- Born: March 14, 1952 (age 74) Brooklyn, New York, U.S.
- Occupations: Television screenwriter/producer, Broadway theatre lyricist
- Years active: 1973–present

= Barry Harman =

American screenwriter, lyricist, director

Barry Michael Harman (born March 14, 1952) is an American writer and producer for television and a book writer and lyricist for Broadway theater. He wrote and directed the Broadway musical Romance/Romance, which starred actor Scott Bakula and actress Alison Fraser, and which received five Tony Award nominations (including Best Musical, Best Lyrics, and Best Book), four Outer Critics Circle Awards and a Drama Desk nomination for Best Lyrics. He was nominated for a 1992 Joseph Jefferson Award for Director of a Musical for Romance/Romance at the Apple Tree Theatre in Chicago, Illinois.
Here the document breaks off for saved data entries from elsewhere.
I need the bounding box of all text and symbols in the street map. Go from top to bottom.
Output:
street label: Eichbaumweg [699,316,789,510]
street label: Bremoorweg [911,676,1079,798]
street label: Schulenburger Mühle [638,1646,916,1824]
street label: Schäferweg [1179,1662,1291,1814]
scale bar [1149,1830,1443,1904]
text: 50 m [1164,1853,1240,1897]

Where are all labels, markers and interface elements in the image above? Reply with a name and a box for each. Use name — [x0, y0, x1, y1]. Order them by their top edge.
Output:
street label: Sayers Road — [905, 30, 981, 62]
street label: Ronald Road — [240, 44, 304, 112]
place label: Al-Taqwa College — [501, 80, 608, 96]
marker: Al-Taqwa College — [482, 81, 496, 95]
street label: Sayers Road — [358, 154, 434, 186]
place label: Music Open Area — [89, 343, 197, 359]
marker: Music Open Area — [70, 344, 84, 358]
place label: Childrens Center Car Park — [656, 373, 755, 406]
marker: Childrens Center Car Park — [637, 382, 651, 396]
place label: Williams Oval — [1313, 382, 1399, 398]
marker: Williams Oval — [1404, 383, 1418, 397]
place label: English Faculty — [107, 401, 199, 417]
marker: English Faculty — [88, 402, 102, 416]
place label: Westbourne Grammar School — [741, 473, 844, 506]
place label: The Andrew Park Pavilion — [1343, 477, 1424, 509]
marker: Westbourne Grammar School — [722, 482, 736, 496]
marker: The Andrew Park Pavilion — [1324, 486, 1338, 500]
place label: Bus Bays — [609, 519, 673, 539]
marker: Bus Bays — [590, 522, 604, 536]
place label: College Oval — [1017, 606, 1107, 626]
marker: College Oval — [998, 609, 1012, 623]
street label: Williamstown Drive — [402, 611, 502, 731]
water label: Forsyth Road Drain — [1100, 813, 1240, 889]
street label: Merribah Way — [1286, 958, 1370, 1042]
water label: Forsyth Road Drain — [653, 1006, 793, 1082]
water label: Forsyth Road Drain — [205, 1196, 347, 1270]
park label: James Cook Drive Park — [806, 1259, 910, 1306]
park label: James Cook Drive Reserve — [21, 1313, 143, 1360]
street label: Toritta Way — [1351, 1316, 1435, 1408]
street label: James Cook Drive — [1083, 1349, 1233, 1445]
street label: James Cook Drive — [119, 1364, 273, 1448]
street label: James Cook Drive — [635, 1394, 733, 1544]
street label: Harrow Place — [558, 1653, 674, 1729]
His off-Broadway musical Olympus On My Mind won him an Outer Critics Circle Award for Best Lyrics and received three Drama Desk nominations. His work in television includes winning Emmy Awards on his first professional job, working a staff writer on The Carol Burnett Show. He won an Emmy Award for an episode of All in the Family, and he also co-wrote the premiere episode of The Jeffersons.

He is known for writing Clifford the Big Red Dog (2000), The Carol Burnett Show (1967), and Allegra's Window (1994). His work also includes 151 different songs for the 65 episodes of the Jem and the Holograms animated series (1985-1988).